Closed OSliusarenko closed 5 years ago
You can pass your own gaussian noise increments directly to the _hosking
method to return a fGn realization, and subsequently take the cumulative sum for a fBm sample. I would say this is preferable to adding additional checking logic on every incremental iteration in the generation method.
import numpy as np
from fbm.fbm import FBM
n = 32
# Using your notation
i_a = 3
F = 1
# Generate some gaussian noise and create a FBM instance using the same n
gn = np.random.normal(0.0, 1.0, n)
f = FBM(n, 0.7)
# Generate a fBm sample by taking the cumulative sum of fGn
s = np.insert(f._hosking(gn).cumsum(), [0], 0)
print(s)
# Alter one of the incremental values
gn[i_a] = F
# Generate a second sample with the altered Gaussian increments
s2 = np.insert(f._hosking(gn).cumsum(), [0], 0)
print(s2)
Thank you for the response! Yes, for the readability of the code you are right. For my applications, however, these insertions could be up to several thousands of times for a single trajectory of 10^5 points,in parallel and a lot of such trajectories, so I'll prefer to hide these lines. Moreover, if not to use private FBM class methods, the wrapper function will do almost the same functionality as my code, except for checking each step.
When simulating fBm sometimes it is necessary to adjust one position, but maintaining the correct correlations and distribution before it and after it.

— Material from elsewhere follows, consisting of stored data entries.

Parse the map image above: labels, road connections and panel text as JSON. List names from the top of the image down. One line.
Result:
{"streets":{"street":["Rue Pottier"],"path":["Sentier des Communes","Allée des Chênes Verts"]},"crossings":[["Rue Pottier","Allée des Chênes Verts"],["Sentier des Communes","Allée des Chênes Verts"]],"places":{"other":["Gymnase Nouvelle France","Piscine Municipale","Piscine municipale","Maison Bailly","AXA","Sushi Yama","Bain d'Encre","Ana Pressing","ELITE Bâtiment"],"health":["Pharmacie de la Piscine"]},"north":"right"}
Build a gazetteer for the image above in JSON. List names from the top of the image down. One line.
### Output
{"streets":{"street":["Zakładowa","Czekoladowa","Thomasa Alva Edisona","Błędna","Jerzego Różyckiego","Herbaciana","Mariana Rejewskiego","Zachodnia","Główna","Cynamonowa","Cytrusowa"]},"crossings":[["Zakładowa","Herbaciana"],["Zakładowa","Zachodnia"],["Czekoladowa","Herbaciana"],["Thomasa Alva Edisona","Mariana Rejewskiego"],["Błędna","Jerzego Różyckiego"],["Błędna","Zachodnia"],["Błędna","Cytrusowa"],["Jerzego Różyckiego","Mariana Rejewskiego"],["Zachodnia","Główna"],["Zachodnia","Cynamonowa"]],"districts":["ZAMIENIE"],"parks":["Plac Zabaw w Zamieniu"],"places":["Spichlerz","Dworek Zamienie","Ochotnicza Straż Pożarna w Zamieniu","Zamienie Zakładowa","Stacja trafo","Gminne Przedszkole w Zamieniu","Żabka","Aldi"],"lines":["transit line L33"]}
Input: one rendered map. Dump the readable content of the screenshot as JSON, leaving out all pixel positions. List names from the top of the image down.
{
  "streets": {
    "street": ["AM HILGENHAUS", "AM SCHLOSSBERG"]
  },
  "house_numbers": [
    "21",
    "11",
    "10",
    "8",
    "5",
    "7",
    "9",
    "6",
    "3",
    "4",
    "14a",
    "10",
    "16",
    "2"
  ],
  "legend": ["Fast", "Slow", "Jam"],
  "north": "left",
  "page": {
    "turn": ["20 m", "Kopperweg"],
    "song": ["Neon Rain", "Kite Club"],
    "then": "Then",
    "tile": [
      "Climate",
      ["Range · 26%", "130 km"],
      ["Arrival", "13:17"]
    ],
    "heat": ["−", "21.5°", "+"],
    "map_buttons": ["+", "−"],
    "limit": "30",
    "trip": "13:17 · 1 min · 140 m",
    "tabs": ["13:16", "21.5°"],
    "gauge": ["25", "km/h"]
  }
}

After one generates f.fgn() now it is possible to adjust the random R at time T with a subsequent command f.fgn(adjust_rnd=[T, R]), which using the same set of gaussian randoms will adjust the fG random at the specified position and re-correlate all the following fG randoms, thus preserving the beginning part precisely as it was. This will work only with Hosking method since it is iterative and does not use FFT.